### Work item
I'd like every record given again exactly, please.

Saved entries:
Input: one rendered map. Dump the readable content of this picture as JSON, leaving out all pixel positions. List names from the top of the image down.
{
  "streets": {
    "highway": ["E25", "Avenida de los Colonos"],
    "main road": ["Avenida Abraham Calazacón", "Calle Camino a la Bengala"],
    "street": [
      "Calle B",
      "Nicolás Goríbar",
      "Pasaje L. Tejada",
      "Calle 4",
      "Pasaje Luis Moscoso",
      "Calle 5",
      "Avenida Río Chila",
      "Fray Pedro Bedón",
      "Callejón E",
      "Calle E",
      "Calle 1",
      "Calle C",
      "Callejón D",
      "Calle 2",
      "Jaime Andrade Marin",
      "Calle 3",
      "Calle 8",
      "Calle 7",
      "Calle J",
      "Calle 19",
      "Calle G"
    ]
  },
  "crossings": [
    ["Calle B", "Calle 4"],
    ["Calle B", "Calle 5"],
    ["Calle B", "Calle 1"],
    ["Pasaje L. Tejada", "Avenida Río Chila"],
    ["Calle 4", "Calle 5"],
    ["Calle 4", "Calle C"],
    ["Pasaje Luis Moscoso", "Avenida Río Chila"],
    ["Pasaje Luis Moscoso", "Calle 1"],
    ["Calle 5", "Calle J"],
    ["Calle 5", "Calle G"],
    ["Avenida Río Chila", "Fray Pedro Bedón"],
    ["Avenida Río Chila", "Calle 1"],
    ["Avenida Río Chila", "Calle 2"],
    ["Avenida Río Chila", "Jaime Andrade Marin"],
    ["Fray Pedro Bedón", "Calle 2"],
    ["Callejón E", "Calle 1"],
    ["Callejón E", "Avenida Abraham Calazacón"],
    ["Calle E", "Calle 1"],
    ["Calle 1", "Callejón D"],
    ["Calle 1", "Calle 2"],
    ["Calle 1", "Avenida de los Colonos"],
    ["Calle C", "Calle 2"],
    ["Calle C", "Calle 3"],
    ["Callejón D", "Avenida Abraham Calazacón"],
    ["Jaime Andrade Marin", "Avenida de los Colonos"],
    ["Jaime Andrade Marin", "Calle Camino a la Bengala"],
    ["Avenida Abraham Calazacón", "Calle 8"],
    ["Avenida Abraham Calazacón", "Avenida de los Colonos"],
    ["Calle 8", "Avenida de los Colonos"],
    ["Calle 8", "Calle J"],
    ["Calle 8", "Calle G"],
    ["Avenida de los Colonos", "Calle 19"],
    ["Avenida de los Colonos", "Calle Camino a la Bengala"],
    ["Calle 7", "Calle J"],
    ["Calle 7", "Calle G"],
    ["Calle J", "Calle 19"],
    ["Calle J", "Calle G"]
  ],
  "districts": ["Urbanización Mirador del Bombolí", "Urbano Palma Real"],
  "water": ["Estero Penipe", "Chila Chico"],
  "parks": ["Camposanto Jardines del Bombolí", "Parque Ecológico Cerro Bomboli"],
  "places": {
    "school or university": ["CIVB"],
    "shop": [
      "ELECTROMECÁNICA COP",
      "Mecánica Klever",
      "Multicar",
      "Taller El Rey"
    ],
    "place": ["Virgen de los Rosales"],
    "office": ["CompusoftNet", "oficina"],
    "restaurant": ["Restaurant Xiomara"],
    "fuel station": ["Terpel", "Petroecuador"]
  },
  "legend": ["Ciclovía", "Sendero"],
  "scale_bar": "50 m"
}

### Task solution
Input: one rendered map. Dump the readable content of this picture as JSON, leaving out all pixel positions. List names from the top of the image down.
{
  "streets": {
    "highway": ["E25", "Avenida de los Colonos"],
    "main road": ["Avenida Abraham Calazacón", "Calle Camino a la Bengala"],
    "street": [
      "Calle B",
      "Nicolás Goríbar",
      "Pasaje L. Tejada",
      "Calle 4",
      "Pasaje Luis Moscoso",
      "Calle 5",
      "Avenida Río Chila",
      "Fray Pedro Bedón",
      "Callejón E",
      "Calle E",
      "Calle 1",
      "Calle C",
      "Callejón D",
      "Calle 2",
      "Jaime Andrade Marin",
      "Calle 3",
      "Calle 8",
      "Calle 7",
      "Calle J",
      "Calle 19",
      "Calle G"
    ]
  },
  "crossings": [
    ["Calle B", "Calle 4"],
    ["Calle B", "Calle 5"],
    ["Calle B", "Calle 1"],
    ["Pasaje L. Tejada", "Avenida Río Chila"],
    ["Calle 4", "Calle 5"],
    ["Calle 4", "Calle C"],
    ["Pasaje Luis Moscoso", "Avenida Río Chila"],
    ["Pasaje Luis Moscoso", "Calle 1"],
    ["Calle 5", "Calle J"],
    ["Calle 5", "Calle G"],
    ["Avenida Río Chila", "Fray Pedro Bedón"],
    ["Avenida Río Chila", "Calle 1"],
    ["Avenida Río Chila", "Calle 2"],
    ["Avenida Río Chila", "Jaime Andrade Marin"],
    ["Fray Pedro Bedón", "Calle 2"],
    ["Callejón E", "Calle 1"],
    ["Callejón E", "Avenida Abraham Calazacón"],
    ["Calle E", "Calle 1"],
    ["Calle 1", "Callejón D"],
    ["Calle 1", "Calle 2"],
    ["Calle 1", "Avenida de los Colonos"],
    ["Calle C", "Calle 2"],
    ["Calle C", "Calle 3"],
    ["Callejón D", "Avenida Abraham Calazacón"],
    ["Jaime Andrade Marin", "Avenida de los Colonos"],
    ["Jaime Andrade Marin", "Calle Camino a la Bengala"],
    ["Avenida Abraham Calazacón", "Calle 8"],
    ["Avenida Abraham Calazacón", "Avenida de los Colonos"],
    ["Calle 8", "Avenida de los Colonos"],
    ["Calle 8", "Calle J"],
    ["Calle 8", "Calle G"],
    ["Avenida de los Colonos", "Calle 19"],
    ["Avenida de los Colonos", "Calle Camino a la Bengala"],
    ["Calle 7", "Calle J"],
    ["Calle 7", "Calle G"],
    ["Calle J", "Calle 19"],
    ["Calle J", "Calle G"]
  ],
  "districts": ["Urbanización Mirador del Bombolí", "Urbano Palma Real"],
  "water": ["Estero Penipe", "Chila Chico"],
  "parks": ["Camposanto Jardines del Bombolí", "Parque Ecológico Cerro Bomboli"],
  "places": {
    "school or university": ["CIVB"],
    "shop": [
      "ELECTROMECÁNICA COP",
      "Mecánica Klever",
      "Multicar",
      "Taller El Rey"
    ],
    "place": ["Virgen de los Rosales"],
    "office": ["CompusoftNet", "oficina"],
    "restaurant": ["Restaurant Xiomara"],
    "fuel station": ["Terpel", "Petroecuador"]
  },
  "legend": ["Ciclovía", "Sendero"],
  "scale_bar": "50 m"
}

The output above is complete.